The elderly person should practice pelvic floor exercises, control fluid intake, maintain a regular bowel pattern, understand voiding habits, and ensure skin integrity and comfort.
Training for Bladder Control
Training for bladder control is necessary to regain control. Please note the following:
- Assistance systems provide control and comfort.
- The call system is indicated for immobilized elderly individuals.

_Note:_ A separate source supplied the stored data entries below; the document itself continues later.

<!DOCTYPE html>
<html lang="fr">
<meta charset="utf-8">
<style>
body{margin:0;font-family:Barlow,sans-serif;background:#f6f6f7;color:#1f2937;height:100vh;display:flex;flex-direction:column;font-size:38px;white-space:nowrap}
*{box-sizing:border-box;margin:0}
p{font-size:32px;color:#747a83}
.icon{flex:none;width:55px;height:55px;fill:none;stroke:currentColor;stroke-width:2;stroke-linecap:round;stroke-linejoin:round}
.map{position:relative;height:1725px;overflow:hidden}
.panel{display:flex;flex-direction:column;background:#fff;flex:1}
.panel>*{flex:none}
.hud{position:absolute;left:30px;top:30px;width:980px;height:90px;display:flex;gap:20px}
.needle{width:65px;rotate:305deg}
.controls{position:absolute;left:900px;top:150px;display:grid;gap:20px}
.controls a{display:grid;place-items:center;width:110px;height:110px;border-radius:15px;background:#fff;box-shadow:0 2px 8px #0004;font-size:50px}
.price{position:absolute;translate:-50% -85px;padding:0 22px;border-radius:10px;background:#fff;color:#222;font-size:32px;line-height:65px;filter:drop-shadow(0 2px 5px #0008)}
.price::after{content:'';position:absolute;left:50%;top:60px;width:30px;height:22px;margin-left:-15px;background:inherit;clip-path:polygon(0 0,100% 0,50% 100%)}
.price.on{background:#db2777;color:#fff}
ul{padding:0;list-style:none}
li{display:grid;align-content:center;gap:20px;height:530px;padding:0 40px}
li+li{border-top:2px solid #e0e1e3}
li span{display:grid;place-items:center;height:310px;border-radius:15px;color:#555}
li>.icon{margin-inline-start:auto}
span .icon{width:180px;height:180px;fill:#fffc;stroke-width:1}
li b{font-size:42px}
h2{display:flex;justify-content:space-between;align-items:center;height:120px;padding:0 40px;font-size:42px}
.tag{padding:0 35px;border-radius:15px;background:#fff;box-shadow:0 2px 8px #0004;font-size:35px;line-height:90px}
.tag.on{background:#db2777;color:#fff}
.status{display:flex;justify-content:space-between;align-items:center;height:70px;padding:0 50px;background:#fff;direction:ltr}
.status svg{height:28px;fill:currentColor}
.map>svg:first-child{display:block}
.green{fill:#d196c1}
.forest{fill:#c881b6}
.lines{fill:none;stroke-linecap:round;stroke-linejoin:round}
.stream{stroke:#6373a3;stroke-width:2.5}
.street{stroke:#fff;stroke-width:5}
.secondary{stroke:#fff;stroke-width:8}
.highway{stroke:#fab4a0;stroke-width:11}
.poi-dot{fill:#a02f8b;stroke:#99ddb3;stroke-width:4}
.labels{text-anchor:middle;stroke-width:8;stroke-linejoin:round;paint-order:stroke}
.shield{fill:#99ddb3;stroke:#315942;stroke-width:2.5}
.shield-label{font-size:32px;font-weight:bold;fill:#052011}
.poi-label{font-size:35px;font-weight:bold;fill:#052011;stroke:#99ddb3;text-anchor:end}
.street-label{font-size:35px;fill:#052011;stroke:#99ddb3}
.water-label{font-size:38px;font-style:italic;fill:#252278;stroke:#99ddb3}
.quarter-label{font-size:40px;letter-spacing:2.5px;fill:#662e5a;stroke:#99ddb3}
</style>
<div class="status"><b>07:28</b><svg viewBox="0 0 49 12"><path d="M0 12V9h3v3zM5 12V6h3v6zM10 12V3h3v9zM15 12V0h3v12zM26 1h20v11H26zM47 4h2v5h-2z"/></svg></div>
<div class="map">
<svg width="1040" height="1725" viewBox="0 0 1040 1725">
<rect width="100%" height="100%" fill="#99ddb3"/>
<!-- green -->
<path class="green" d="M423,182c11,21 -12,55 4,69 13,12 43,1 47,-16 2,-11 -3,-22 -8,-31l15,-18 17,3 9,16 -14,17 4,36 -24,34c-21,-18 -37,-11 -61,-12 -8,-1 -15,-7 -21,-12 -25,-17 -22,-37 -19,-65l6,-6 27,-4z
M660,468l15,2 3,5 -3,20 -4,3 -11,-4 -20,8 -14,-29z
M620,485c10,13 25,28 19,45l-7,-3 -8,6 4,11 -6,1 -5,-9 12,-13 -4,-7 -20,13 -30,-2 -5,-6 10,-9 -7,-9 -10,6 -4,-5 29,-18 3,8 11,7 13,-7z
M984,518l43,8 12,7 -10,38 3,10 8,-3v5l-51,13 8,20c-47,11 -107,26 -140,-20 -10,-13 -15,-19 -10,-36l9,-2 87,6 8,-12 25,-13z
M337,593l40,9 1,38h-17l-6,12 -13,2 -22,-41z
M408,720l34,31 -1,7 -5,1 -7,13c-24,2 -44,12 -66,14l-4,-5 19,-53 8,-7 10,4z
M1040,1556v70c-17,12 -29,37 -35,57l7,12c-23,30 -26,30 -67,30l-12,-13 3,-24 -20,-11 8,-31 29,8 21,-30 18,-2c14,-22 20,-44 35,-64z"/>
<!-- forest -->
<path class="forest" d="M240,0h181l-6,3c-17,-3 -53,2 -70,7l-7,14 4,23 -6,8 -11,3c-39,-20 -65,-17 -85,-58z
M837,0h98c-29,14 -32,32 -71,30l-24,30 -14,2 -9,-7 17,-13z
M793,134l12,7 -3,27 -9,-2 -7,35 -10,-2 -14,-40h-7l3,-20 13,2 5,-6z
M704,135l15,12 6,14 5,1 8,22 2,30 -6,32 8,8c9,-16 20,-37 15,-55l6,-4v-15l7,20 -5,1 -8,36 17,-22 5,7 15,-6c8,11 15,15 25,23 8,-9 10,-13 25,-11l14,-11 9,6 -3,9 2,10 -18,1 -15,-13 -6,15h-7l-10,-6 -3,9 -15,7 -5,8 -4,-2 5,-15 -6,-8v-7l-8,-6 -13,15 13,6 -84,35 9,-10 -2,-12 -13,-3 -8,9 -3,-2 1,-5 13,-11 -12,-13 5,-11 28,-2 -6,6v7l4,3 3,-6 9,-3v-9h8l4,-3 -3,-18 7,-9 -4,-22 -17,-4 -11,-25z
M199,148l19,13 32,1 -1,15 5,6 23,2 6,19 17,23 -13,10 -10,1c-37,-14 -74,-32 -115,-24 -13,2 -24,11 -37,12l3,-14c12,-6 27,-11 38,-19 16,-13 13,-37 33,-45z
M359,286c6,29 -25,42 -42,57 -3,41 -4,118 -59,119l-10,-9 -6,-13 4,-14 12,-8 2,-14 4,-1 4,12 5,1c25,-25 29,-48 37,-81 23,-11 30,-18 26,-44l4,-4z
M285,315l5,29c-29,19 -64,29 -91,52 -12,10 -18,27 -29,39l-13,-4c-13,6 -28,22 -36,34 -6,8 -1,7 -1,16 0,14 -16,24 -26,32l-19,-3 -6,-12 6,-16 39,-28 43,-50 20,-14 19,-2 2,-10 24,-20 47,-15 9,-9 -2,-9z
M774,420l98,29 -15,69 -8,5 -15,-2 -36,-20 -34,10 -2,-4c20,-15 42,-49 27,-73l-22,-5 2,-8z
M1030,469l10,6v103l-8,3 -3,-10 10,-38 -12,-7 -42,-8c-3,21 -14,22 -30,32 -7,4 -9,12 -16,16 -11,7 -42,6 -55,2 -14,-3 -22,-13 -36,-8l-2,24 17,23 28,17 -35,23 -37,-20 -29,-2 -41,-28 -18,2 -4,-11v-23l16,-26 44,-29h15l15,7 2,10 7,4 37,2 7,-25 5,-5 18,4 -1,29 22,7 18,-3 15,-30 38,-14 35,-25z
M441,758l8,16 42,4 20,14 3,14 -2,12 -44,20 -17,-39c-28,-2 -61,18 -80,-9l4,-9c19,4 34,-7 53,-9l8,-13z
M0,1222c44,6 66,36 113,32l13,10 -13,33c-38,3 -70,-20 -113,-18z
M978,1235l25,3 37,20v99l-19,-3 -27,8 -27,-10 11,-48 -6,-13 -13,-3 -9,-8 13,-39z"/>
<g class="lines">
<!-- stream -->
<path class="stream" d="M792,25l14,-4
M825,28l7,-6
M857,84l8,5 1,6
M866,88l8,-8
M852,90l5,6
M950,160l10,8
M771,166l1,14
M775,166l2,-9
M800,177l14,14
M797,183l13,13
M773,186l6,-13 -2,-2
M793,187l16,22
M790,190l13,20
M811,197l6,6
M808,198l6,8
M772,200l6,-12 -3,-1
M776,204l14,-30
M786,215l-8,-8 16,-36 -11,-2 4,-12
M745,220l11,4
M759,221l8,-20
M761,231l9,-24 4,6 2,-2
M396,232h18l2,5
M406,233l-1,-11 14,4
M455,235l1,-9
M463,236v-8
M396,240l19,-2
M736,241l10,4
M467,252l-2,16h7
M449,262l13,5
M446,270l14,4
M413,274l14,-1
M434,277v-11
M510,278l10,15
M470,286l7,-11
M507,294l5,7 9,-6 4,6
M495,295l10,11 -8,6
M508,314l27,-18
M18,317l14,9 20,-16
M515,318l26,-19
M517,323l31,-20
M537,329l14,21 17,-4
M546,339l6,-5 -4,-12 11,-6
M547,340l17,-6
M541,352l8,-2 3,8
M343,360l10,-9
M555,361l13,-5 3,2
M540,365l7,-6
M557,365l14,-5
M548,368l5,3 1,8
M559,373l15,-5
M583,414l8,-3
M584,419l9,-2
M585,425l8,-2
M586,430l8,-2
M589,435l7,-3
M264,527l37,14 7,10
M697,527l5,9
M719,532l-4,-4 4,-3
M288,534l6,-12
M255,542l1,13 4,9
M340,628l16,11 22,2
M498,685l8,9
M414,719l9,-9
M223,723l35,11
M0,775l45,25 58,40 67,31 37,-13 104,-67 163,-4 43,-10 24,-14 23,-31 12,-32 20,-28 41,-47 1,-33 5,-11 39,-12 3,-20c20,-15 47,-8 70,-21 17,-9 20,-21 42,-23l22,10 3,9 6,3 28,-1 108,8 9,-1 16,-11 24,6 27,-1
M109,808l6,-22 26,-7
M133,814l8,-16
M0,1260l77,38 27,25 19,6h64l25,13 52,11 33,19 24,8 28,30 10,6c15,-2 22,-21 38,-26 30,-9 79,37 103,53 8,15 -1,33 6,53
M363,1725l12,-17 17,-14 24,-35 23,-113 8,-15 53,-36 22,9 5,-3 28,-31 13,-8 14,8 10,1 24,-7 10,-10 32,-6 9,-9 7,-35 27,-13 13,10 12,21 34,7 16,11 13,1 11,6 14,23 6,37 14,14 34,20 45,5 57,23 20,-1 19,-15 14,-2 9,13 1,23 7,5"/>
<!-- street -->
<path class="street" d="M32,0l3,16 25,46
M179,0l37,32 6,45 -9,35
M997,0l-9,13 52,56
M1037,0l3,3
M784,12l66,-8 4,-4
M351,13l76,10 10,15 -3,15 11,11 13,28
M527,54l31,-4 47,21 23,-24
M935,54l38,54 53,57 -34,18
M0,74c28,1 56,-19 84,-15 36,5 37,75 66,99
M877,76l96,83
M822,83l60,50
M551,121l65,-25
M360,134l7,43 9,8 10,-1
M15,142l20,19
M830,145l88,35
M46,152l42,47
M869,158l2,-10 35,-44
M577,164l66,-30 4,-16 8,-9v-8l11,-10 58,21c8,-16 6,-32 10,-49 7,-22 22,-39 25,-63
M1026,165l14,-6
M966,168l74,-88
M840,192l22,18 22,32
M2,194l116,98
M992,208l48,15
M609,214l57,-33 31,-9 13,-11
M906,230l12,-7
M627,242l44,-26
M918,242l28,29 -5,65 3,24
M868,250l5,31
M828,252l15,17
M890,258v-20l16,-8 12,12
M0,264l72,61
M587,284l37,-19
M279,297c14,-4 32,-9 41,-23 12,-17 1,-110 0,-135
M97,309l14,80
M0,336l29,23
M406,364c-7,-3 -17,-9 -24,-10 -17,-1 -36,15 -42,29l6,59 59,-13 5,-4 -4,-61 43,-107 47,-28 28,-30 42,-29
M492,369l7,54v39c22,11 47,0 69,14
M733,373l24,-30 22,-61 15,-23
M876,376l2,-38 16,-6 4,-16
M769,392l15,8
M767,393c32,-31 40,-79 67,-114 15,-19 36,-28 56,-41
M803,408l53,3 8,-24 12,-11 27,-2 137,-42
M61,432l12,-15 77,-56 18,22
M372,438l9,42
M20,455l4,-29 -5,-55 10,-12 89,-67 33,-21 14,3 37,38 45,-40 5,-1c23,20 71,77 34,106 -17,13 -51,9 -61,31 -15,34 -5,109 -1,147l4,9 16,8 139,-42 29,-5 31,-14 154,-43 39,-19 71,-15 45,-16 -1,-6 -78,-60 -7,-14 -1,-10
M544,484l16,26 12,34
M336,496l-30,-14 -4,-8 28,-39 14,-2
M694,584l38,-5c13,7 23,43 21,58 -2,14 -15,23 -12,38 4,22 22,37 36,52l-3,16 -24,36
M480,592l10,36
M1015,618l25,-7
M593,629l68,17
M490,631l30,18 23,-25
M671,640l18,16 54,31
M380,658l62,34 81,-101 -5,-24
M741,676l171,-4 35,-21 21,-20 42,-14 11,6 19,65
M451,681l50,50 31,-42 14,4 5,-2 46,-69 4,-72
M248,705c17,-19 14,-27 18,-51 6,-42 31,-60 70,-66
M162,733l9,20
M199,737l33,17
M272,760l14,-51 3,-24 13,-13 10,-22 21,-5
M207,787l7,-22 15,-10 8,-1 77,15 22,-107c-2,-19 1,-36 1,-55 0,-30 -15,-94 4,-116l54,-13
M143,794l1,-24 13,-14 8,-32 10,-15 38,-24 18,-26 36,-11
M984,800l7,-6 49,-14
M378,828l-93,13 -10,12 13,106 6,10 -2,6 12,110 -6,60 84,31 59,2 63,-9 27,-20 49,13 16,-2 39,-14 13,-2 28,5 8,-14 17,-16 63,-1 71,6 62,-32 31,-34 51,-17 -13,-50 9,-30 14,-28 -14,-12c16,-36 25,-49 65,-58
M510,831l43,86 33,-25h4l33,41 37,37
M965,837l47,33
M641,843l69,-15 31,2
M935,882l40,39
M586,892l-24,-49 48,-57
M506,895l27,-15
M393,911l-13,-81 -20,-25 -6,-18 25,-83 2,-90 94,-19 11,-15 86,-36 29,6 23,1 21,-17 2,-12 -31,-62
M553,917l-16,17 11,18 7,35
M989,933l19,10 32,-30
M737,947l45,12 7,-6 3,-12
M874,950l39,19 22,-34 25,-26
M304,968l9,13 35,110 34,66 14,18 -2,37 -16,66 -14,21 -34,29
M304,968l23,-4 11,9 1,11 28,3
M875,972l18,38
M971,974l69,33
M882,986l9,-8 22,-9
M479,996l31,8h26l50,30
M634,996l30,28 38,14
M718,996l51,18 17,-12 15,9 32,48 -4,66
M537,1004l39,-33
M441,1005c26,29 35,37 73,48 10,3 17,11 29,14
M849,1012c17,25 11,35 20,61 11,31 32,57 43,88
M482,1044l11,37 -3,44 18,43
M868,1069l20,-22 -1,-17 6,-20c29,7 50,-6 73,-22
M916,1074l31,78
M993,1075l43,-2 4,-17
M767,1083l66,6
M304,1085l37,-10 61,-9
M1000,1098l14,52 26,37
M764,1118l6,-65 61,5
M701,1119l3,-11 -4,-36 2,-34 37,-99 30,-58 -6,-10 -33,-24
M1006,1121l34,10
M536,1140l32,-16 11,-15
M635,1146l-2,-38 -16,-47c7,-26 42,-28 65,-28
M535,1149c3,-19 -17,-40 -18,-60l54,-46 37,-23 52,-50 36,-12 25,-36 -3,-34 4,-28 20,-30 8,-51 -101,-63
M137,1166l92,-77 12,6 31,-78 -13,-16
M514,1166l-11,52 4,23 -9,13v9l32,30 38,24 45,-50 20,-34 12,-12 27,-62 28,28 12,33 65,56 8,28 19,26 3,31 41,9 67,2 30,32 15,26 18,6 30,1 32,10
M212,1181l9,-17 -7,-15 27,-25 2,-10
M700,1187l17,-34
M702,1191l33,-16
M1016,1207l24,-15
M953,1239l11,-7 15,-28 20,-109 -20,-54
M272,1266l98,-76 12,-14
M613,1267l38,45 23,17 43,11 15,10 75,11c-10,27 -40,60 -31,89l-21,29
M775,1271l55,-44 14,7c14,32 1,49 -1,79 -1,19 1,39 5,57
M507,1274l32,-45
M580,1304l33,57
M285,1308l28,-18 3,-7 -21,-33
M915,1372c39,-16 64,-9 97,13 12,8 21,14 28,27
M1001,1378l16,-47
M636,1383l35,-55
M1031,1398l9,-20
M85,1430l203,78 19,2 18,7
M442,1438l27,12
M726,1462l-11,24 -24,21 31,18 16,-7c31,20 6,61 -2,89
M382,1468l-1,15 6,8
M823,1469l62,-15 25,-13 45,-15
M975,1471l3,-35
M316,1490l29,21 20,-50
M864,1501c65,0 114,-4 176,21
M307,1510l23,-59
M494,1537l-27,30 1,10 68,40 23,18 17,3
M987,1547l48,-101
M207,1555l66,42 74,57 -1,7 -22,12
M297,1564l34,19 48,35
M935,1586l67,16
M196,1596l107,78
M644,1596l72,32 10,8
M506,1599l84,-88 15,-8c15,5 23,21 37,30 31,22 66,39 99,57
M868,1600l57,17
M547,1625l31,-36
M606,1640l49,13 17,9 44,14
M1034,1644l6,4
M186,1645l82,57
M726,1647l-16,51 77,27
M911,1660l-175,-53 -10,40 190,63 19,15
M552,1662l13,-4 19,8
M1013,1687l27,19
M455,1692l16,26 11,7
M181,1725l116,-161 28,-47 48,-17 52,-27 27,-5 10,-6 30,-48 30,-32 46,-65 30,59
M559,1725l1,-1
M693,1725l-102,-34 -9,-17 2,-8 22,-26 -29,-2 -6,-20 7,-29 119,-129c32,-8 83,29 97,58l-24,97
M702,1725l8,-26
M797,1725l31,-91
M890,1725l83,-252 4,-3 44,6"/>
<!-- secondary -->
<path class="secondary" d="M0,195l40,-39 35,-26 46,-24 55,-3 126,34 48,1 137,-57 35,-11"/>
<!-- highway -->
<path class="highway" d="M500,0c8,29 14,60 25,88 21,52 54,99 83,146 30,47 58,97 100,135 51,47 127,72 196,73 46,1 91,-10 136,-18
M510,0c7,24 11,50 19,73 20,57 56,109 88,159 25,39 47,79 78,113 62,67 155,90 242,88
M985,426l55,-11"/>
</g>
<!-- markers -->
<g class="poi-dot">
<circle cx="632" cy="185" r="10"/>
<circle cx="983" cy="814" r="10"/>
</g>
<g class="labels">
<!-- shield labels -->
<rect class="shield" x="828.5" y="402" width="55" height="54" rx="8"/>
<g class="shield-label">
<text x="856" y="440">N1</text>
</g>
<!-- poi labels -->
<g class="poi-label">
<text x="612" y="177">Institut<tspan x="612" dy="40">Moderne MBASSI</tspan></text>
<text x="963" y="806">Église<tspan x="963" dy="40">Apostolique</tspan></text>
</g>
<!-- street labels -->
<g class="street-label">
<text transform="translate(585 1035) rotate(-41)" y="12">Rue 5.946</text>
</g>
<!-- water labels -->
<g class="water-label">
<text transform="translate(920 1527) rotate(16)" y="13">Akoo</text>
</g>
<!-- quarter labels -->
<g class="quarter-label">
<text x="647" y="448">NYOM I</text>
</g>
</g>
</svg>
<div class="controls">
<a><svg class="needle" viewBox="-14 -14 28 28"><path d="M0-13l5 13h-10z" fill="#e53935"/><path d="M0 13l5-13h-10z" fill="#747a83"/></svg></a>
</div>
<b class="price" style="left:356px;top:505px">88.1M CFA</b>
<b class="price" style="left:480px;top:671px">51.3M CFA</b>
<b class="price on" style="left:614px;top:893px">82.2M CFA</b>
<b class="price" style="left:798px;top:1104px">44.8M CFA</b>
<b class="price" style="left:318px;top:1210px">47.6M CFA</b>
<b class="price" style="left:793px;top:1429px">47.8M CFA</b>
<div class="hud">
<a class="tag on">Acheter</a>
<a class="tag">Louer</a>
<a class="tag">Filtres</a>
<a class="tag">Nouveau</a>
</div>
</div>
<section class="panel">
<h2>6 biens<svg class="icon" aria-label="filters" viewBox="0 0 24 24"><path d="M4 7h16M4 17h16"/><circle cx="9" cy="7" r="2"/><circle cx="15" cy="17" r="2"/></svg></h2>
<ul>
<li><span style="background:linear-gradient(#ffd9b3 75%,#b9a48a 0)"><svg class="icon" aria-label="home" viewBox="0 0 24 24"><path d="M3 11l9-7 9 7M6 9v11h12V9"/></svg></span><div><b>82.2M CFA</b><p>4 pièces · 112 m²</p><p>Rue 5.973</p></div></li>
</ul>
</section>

- Accessibility to toilets favors continence.
- Some medications affect normal urinary function.
Strengthening the Pelvic Floor
Western women are often less aware of the need to strengthen the pelvic floor, which is responsible for counteracting gravity and supporting the abdominal viscera. It plays an important role during labor, delivery, and the puerperium.
Product Absorption
Precautions must be taken to ensure that patients can return products and reject dependent behavioral treatments. Napkins should be used as an option for control.
Nursing Care
- Provide the person with plenty of fluids to dilute urine.
- Encourage the person to mobilize more and walk.
- Prevent the ascent of bacteria through the ureters to the kidneys through proper hygiene.
- Advise the person to shower instead of bathing.
- Avoid contamination from vaginal and anal incontinence.
- Follow a diet that includes waste acids to acidify urine.
- Avoid using a balancing technique for residual urine from front to back to facilitate voiding.